§ **What the task requires**:
Write out the listing, please, but only from its first line through the line containing "Bounding boxes for", exactly as given and without pictures.

§ **Dataset excerpts**:
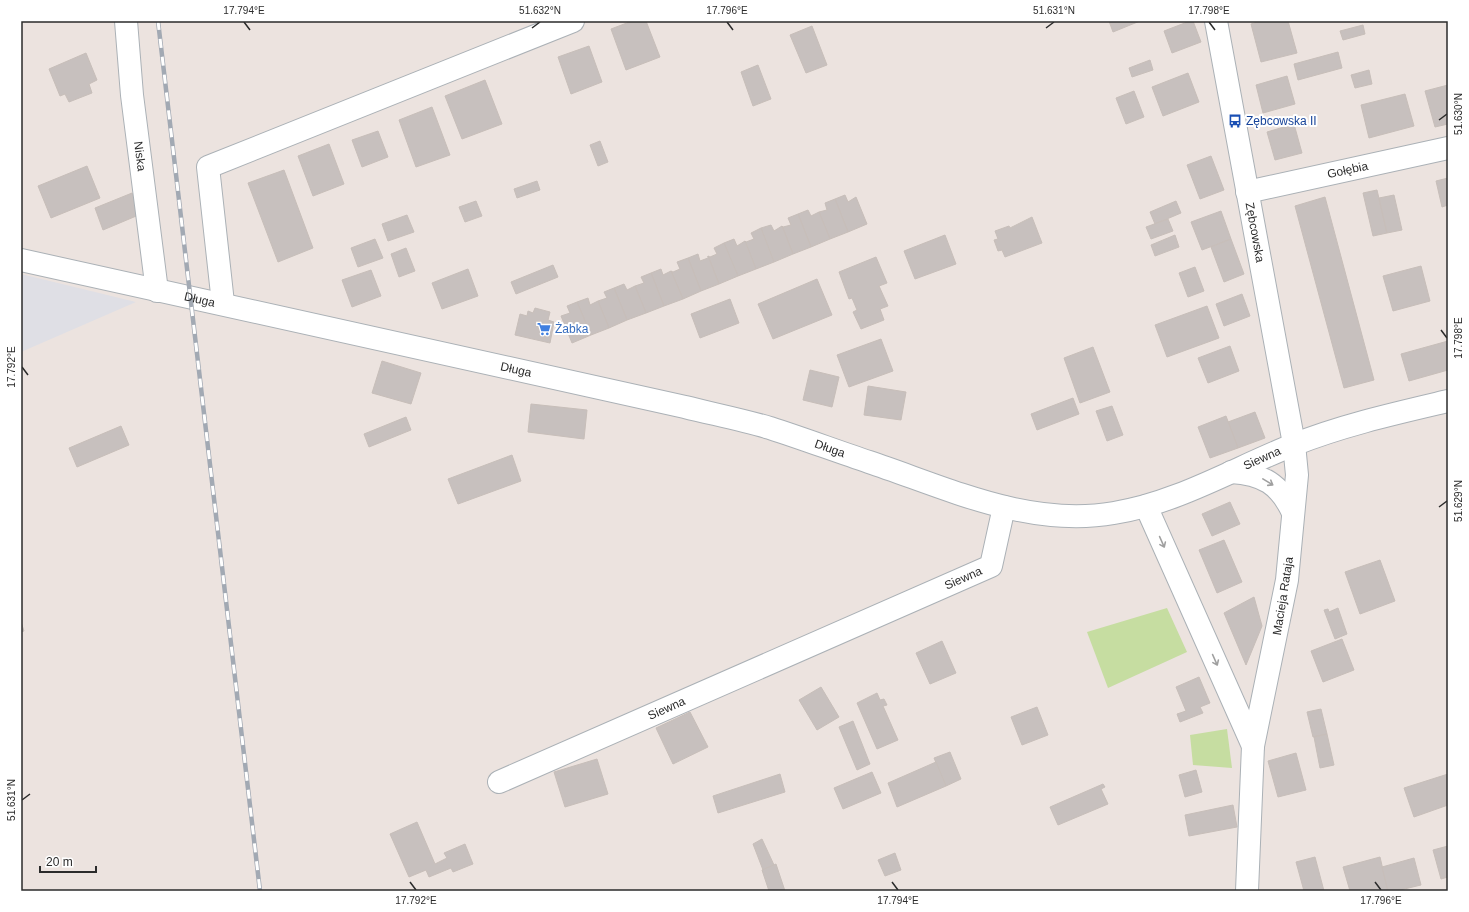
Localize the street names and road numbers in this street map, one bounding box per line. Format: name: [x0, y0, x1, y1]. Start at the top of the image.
street label: Niska: [131, 140, 149, 172]
street label: Gołębia: [1326, 159, 1370, 181]
street label: Zębcowska: [1243, 201, 1267, 264]
street label: Długa: [183, 289, 217, 310]
street label: Długa: [499, 359, 533, 380]
street label: Długa: [813, 437, 847, 460]
street label: Siewna: [1241, 444, 1283, 473]
street label: Macieja Rataja: [1270, 555, 1296, 636]
street label: Siewna: [942, 564, 984, 593]
street label: Siewna: [646, 694, 688, 723]

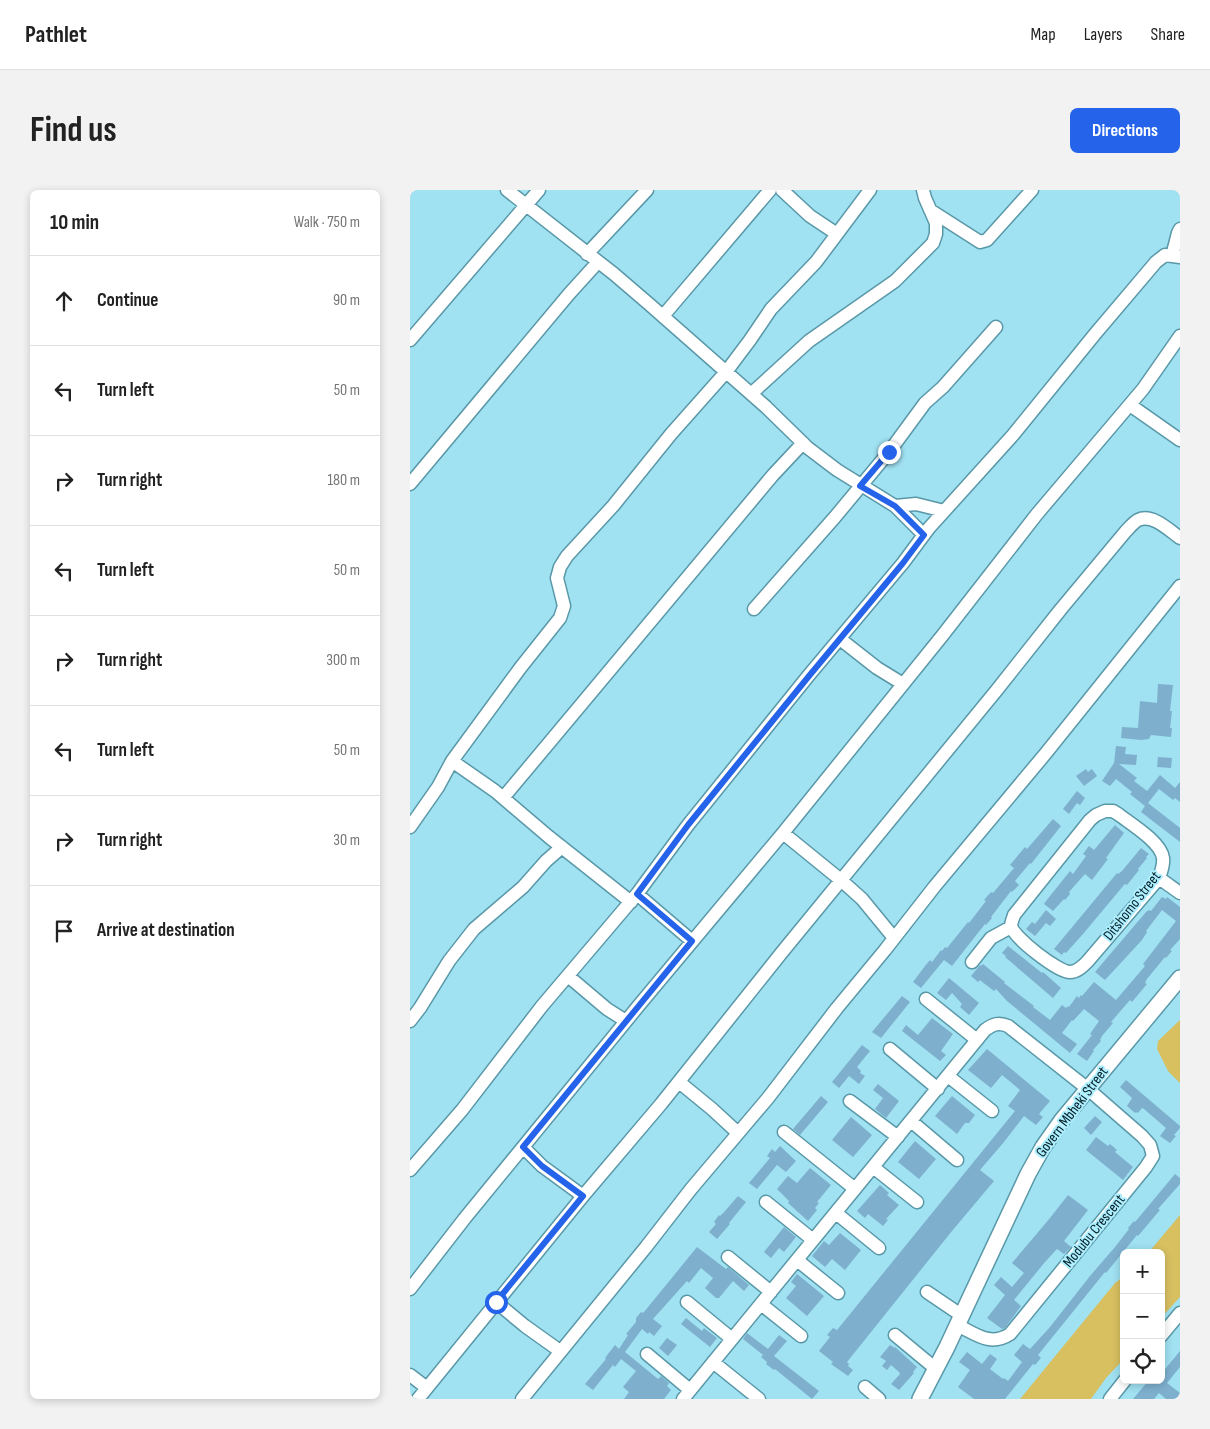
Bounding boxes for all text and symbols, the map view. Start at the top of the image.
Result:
text: Pathlet [25,20,87,49]
text: Map [1031,24,1056,45]
text: Layers [1084,24,1123,45]
text: Share [1151,24,1185,45]
button: Directions [1070,108,1180,153]
text: Find us [30,109,117,152]
text: 10 min [50,210,99,235]
text: Walk · 750 m [294,213,360,232]
icon: ahead [50,287,78,315]
text: Continue [97,289,158,312]
text: 90 m [333,291,360,310]
icon: left [50,377,78,405]
text: Turn left [97,379,154,402]
text: 50 m [334,381,360,400]
route end [878,441,901,464]
icon: right [50,467,78,495]
text: Turn right [97,469,162,492]
text: 180 m [327,471,360,490]
icon: left [50,557,78,585]
text: Turn left [97,559,154,582]
text: 50 m [334,561,360,580]
icon: right [50,647,78,675]
text: Turn right [97,649,162,672]
text: 300 m [326,651,360,670]
icon: left [50,737,78,765]
text: Turn left [97,739,154,762]
text: 50 m [334,741,360,760]
icon: right [50,827,78,855]
text: Turn right [97,829,162,852]
text: 30 m [333,831,360,850]
street label: Ditshomo Street [1099,867,1165,944]
icon: arrive [50,917,78,945]
text: Arrive at destination [97,919,235,942]
street label: Govern Mbheki Street [1032,1063,1113,1161]
street label: Modubu Crescent [1059,1190,1129,1271]
map controls [1120,1249,1165,1384]
button: + [1120,1249,1165,1294]
route start [485,1291,508,1314]
button: − [1120,1294,1165,1339]
button: locate [1120,1339,1165,1384]

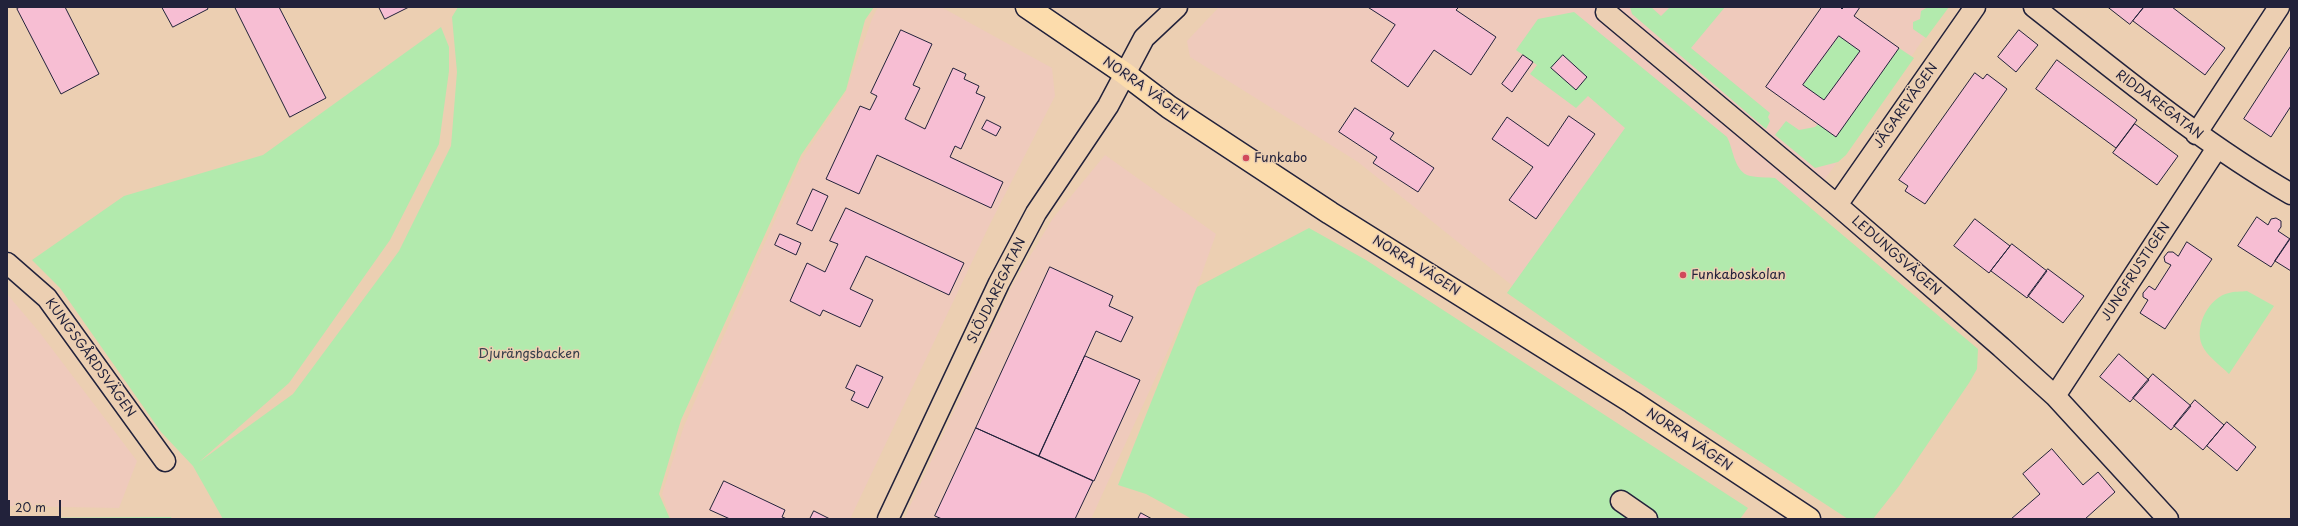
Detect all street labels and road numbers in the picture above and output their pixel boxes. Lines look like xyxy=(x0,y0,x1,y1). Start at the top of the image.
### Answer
street label: NORRA VÄGEN xyxy=(1099,54,1191,124)
street label: JÄGAREVÄGEN xyxy=(1871,60,1941,152)
street label: RIDDAREGATAN xyxy=(2112,67,2206,143)
street label: LEDUNGSVÄGEN xyxy=(1848,213,1944,299)
street label: JUNGFRUSTIGEN xyxy=(2098,220,2174,324)
street label: NORRA VÄGEN xyxy=(1369,233,1463,299)
street label: SLÖJDAREGATAN xyxy=(965,235,1029,347)
street label: KUNGSGÅRDSVÄGEN xyxy=(42,296,138,420)
street label: NORRA VÄGEN xyxy=(1643,406,1735,474)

§ **Output below**:
Localize the street names and road numbers in this street map, one bounding box per line. Format: name: [x0, y0, x1, y1]. Start at the top of the image.
street label: Niska: [131, 140, 149, 172]
street label: Gołębia: [1326, 159, 1370, 181]
street label: Zębcowska: [1243, 201, 1267, 264]
street label: Długa: [183, 289, 217, 310]
street label: Długa: [499, 359, 533, 380]
street label: Długa: [813, 437, 847, 460]
street label: Siewna: [1241, 444, 1283, 473]
street label: Macieja Rataja: [1270, 555, 1296, 636]
street label: Siewna: [942, 564, 984, 593]
street label: Siewna: [646, 694, 688, 723]

Bounding boxes for all text and symbols, the map view. Start at the top of the image.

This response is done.